The Düsseldorf Local Division dismissed the application, holding that there was no indication of concrete market activity—no pricing negotiations, no reimbursement requests, and no distribution of product samples. The court clarified that imminent infringement requires more than preparatory regulatory steps: the infringer must have completed all preparations and be ready to launch.
Regulatory approval is not enough.
The same principle was confirmed by the Lisbon Local Division in Boehringer v Zentiva (UPC_CFI_41/2025). The court ruled that holding a marketing authorisation and prior evaluation approval does not in itself prove an intention to market an infringing product before patent expiry. There must be clear indications that the product is about to enter the market. According to the court, a risk of imminent infringement only exists if the defendant’s conduct makes infringement more likely than not.
Second medical use claims
In its first substantive ruling on second medical use claims, Sanofi & Regeneron v Amgen (UPC_CFI_505/2024, 13 May 2025), the Düsseldorf Local Division states that for a successful finding of infringement of a second medical use claim, the alleged infringer must offer or place the medical product on the market in such a way that it leads or may lead to the claimed therapeutic use and that the alleged infringer knows or reasonably should have known that it does.
These requirements cannot be defined in an abstract manner but require an analysis of all relevant facts and circumstances of the individual case.

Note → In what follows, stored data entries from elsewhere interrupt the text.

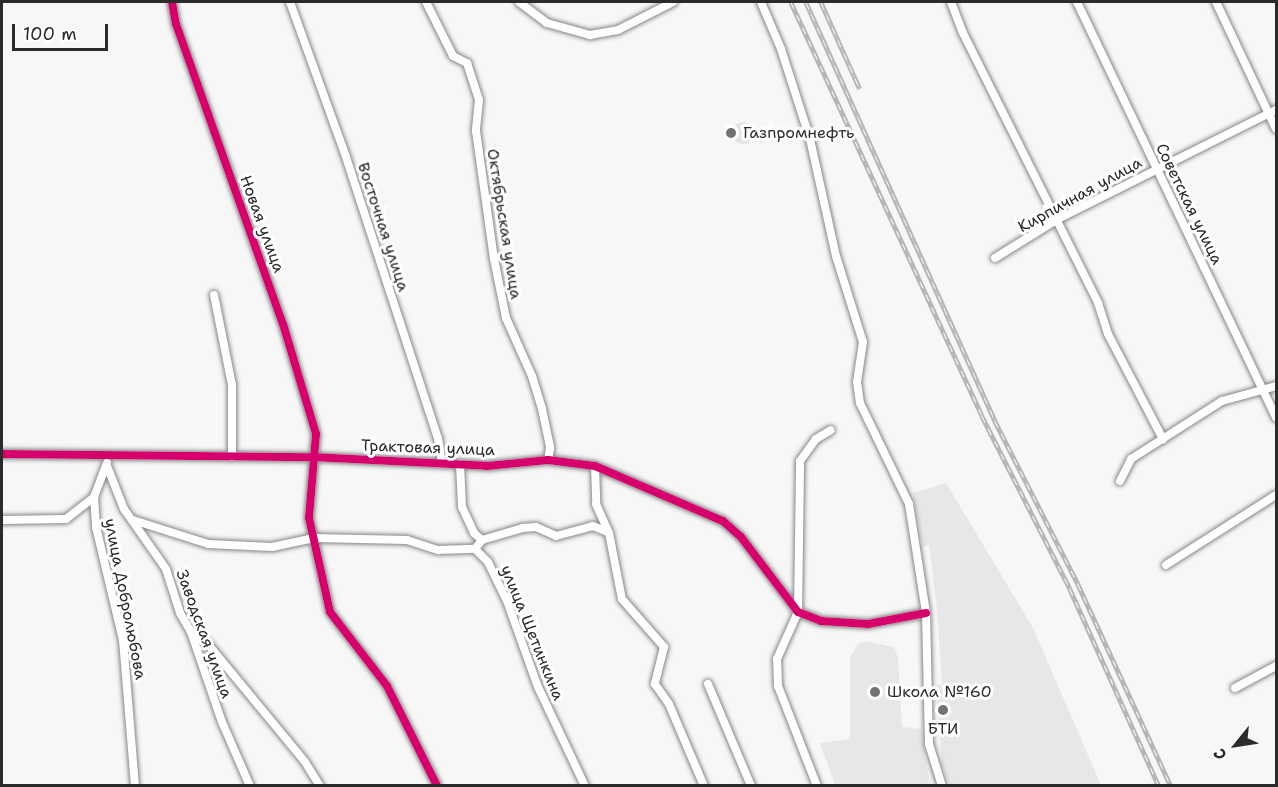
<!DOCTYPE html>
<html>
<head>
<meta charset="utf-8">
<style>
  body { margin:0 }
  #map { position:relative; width:1278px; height:787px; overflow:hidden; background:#f7f7f7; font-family:"Shantell Sans",sans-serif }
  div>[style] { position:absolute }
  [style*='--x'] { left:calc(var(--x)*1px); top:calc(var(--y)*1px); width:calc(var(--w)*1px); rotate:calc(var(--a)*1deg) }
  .built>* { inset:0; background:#e7e7e7 }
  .green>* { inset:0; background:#e6e6e6 }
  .round { border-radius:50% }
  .roads { filter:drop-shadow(0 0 2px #878787) drop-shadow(0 0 2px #878787) }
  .minor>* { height:8px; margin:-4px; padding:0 4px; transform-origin:4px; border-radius:4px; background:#fefefe }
  .rail>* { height:4.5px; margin-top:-2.25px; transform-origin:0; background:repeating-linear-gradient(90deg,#fff 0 7px,#b6b6b6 0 14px); box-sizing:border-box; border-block:2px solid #b6b6b6 }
  .cycleway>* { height:8px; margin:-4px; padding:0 4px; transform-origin:4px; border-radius:4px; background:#d6006c }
  .dots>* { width:16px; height:16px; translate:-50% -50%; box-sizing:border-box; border:3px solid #fff; border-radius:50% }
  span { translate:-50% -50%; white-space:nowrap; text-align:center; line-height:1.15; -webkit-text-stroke:6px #fff; paint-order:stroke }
  .poi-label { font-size:16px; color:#2b2b2b }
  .left { translate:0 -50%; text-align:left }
  .street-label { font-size:16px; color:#2b2b2b }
  .frame { position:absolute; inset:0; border:3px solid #2b2b2b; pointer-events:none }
  .north { position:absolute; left:1206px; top:715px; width:60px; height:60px; -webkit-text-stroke:4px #fff; paint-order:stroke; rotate:240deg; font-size:16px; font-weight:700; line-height:24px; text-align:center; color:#2b2b2b }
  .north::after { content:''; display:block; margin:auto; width:21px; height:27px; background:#2b2b2b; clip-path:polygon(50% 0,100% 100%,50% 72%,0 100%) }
  .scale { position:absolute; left:12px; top:24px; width:96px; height:27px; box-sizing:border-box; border:3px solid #2b2b2b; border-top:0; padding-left:8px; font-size:18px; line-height:21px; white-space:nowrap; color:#2b2b2b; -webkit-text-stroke:4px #fff; paint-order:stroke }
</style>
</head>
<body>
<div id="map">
  <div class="built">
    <div style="clip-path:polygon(946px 483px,1033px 628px,1101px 785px,950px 785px,942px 764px,936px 685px,942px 684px,937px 609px,929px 545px,923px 547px,913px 493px)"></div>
    <div style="clip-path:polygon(866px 641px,893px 647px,898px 657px,902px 727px,921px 729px,930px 785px,835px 785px,820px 743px,850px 739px,850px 657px,858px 644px)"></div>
  </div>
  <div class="green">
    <div class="round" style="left:732px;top:122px;width:22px;height:22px"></div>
  </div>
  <div class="roads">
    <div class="minor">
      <div style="--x:172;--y:2;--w:22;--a:80"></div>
      <div style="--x:176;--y:24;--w:319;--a:70.4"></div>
      <div style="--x:283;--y:324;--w:115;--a:73.3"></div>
      <div style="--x:316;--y:434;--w:84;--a:94.8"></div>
      <div style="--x:309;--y:518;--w:96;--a:77.4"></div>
      <div style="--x:330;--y:612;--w:93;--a:52.4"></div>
      <div style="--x:387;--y:686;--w:112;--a:63.4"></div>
      <div style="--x:290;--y:2;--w:162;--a:70.1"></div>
      <div style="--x:345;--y:154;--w:299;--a:71.9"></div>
      <div style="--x:438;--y:438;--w:25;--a:81"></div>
      <div style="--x:426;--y:2;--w:60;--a:63.4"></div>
      <div style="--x:453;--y:56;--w:16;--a:27"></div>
      <div style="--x:467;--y:63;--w:39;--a:72"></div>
      <div style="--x:479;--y:100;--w:31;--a:96"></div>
      <div style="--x:476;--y:131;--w:129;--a:82"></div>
      <div style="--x:494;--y:259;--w:60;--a:78.5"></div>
      <div style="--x:506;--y:318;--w:64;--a:65.9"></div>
      <div style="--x:532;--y:376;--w:34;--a:73"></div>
      <div style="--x:542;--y:409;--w:40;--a:78"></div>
      <div style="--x:550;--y:448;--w:12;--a:99"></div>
      <div style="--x:519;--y:2;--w:35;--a:37"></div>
      <div style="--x:547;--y:23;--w:45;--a:15.6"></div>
      <div style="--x:590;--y:35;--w:28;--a:-10"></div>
      <div style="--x:618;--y:30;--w:62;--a:-27"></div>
      <div style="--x:761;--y:2;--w:51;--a:66.9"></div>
      <div style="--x:781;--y:49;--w:95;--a:72.1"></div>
      <div style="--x:810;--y:139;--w:120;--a:77.5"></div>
      <div style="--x:836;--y:256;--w:90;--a:72.6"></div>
      <div style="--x:863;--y:342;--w:40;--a:98.5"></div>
      <div style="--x:857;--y:382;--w:21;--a:82"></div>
      <div style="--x:860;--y:403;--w:112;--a:64.1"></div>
      <div style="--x:909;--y:504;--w:110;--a:81.1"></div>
      <div style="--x:926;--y:613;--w:131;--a:88.7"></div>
      <div style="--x:929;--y:744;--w:44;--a:72.8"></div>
      <div style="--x:951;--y:2;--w:33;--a:69"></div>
      <div style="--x:963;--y:33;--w:302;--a:63.4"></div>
      <div style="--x:1098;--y:303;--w:33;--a:72"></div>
      <div style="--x:1108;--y:334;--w:119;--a:62.4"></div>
      <div style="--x:1077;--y:2;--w:461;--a:64.4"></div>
      <div style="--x:1216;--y:2;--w:140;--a:64.7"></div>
      <div style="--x:995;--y:258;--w:74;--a:-31.8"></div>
      <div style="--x:1058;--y:219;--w:244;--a:-26.6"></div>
      <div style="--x:214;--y:295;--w:92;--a:78.7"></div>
      <div style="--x:232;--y:385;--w:72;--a:90"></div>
      <div style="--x:2;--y:454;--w:310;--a:0.6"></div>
      <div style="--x:312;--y:457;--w:175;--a:2.9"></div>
      <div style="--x:487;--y:466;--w:61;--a:-5.6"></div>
      <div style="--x:548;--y:460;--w:47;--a:7.3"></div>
      <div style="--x:595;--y:466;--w:139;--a:23.3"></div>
      <div style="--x:723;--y:521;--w:24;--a:42"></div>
      <div style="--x:741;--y:537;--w:94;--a:52.8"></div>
      <div style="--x:798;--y:612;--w:25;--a:21"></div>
      <div style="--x:821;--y:621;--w:47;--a:3.7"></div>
      <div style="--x:868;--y:624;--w:59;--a:-10.7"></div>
      <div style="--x:107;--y:463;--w:36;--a:111"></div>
      <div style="--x:94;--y:497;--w:30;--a:86"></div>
      <div style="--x:96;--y:527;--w:116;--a:76.6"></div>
      <div style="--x:123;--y:640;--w:146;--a:85.3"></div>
      <div style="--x:460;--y:464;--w:43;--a:87.3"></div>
      <div style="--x:462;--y:507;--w:29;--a:65"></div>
      <div style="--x:474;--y:533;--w:11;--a:41"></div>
      <div style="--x:107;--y:466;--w:46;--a:68.4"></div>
      <div style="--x:124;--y:509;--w:73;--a:55"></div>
      <div style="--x:166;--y:569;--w:46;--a:72.3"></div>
      <div style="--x:180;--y:613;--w:22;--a:60"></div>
      <div style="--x:191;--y:632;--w:95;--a:71"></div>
      <div style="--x:222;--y:722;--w:70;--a:66.4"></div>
      <div style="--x:595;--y:466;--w:38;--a:88"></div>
      <div style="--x:596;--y:504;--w:32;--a:66"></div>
      <div style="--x:609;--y:533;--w:67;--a:78.9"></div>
      <div style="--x:622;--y:599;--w:64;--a:48.8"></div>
      <div style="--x:664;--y:647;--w:38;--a:104"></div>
      <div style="--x:655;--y:684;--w:24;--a:55"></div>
      <div style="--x:669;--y:704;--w:89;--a:66.9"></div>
      <div style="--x:1120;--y:481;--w:25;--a:-63"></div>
      <div style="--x:1131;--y:459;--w:108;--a:-32.5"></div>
      <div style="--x:1222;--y:401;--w:56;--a:-15.5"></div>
      <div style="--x:2;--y:520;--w:64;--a:-0.9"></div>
      <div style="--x:66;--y:519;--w:36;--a:-38"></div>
      <div style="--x:133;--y:520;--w:79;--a:17.7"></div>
      <div style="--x:208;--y:544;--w:64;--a:2.7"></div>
      <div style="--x:272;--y:547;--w:43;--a:-12.1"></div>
      <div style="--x:314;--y:538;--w:93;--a:1.2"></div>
      <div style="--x:407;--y:540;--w:33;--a:18"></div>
      <div style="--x:438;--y:550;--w:37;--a:-2"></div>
      <div style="--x:475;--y:549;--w:18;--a:45"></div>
      <div style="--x:488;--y:562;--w:43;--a:64"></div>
      <div style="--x:507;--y:601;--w:91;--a:70.2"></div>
      <div style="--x:538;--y:687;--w:110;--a:64.6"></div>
      <div style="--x:475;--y:549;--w:11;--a:-52"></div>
      <div style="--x:482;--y:540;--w:43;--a:-16.3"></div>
      <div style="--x:523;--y:528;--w:13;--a:-4"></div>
      <div style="--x:536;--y:527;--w:22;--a:24"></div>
      <div style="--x:556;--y:536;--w:38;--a:-15"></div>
      <div style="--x:593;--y:526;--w:16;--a:22"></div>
      <div style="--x:1166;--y:565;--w:130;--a:-32.5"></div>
      <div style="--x:191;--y:632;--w:19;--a:35"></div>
      <div style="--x:207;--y:643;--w:154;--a:50.5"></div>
      <div style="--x:305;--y:762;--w:28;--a:58"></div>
      <div style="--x:708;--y:684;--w:111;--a:67.1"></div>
      <div style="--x:1235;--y:688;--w:47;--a:-28.2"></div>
      <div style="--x:817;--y:786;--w:107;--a:-111.3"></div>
      <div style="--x:778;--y:686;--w:27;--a:-92"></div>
      <div style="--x:777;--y:659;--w:51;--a:-65.9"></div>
      <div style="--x:798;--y:612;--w:151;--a:-89.2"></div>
      <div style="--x:800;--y:461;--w:27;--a:-54"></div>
      <div style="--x:816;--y:439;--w:17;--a:-31"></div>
    </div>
  </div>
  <div class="rail">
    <div style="--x:791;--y:2;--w:456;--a:65.2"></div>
    <div style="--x:982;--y:416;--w:194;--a:63"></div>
    <div style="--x:1070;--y:589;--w:216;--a:65.7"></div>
    <div style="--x:806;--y:2;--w:460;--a:65.7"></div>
    <div style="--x:995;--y:421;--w:183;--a:63"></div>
    <div style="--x:1078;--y:584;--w:222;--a:65.3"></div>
    <div style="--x:821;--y:2;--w:95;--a:65.9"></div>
  </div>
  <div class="cycleway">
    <div style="--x:172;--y:2;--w:22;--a:80"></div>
    <div style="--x:176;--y:24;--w:319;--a:70.4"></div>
    <div style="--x:283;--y:324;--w:115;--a:73.3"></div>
    <div style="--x:316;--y:434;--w:84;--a:94.8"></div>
    <div style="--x:309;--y:518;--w:96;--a:77.4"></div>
    <div style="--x:330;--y:612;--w:93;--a:52.4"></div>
    <div style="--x:387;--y:686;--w:112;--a:63.4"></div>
    <div style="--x:2;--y:454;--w:310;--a:0.6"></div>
    <div style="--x:312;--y:457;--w:175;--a:2.9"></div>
    <div style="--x:487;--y:466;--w:61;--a:-5.6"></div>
    <div style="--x:548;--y:460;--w:47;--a:7.3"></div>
    <div style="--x:595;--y:466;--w:139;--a:23.3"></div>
    <div style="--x:723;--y:521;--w:24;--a:42"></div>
    <div style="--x:741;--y:537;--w:94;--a:52.8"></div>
    <div style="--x:798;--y:612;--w:25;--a:21"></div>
    <div style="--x:821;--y:621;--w:47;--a:3.7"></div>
    <div style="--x:868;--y:624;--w:59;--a:-10.7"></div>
  </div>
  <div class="dots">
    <div style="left:731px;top:133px;background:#727272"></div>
    <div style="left:875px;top:692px;background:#727272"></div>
    <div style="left:943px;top:710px;background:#727272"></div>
  </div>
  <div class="poi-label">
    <span class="left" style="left:743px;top:133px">Газпромнефть</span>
    <span class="left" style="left:887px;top:692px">Школа №160</span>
    <span style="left:943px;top:729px">БТИ</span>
  </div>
  <div class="street-label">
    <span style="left:1080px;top:195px;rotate:-29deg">Кирпичная улица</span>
    <span style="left:1189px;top:204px;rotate:64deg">Советская улица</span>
    <span style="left:262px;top:224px;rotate:70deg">Новая улица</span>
    <span style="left:504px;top:224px;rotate:81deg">Октябрьская улица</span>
    <span style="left:383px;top:227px;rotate:72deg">Восточная улица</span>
    <span style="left:428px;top:448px;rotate:2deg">Трактовая улица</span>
    <span style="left:125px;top:599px;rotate:79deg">улица Добролюбова</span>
    <span style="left:532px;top:633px;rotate:68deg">улица Щетинкина</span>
    <span style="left:204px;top:634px;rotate:70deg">Заводская улица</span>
  </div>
  <div class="frame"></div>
  <div class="north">С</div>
  <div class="scale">100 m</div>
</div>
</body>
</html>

Relevant aspects that may be considered when assessing the knowledge or the expectation of a patented use are
- the extent or significance of the allegedly infringing use
- the structure and customs of the relevant market
- the market share of the claimed use
- actions of the alleged infringer taken to influence the respective market, either encouraging the patented use or taking measures to prevent the product from being used for the patented use.
The test of infringement for such claims has been a vexed issue in some national courts, with objective, subjective and presentational tests all being raised at one time or another. Here (for an EPC 2000 claim, though not expressed to be restricted to that form) the court seems to be laying out a test that combines presentational aspects and objective knowledge.
Prospects and missing pieces
The UPC has quickly gained traction in the life sciences sector, offering much-needed clarity on complex issues with its early well-reasoned and balanced decisions. Although some key questions remain open, such as the scope of the Bolar and experimental use exemptions or supplementary protection certificates, the court is steadily building a body of case law in areas critical to the industry. After just two years, the UPC is becoming a central forum for life sciences patent litigation in Europe, which is a significant development in the field. The system is evolving, so companies and their patent teams will need to follow developments closely.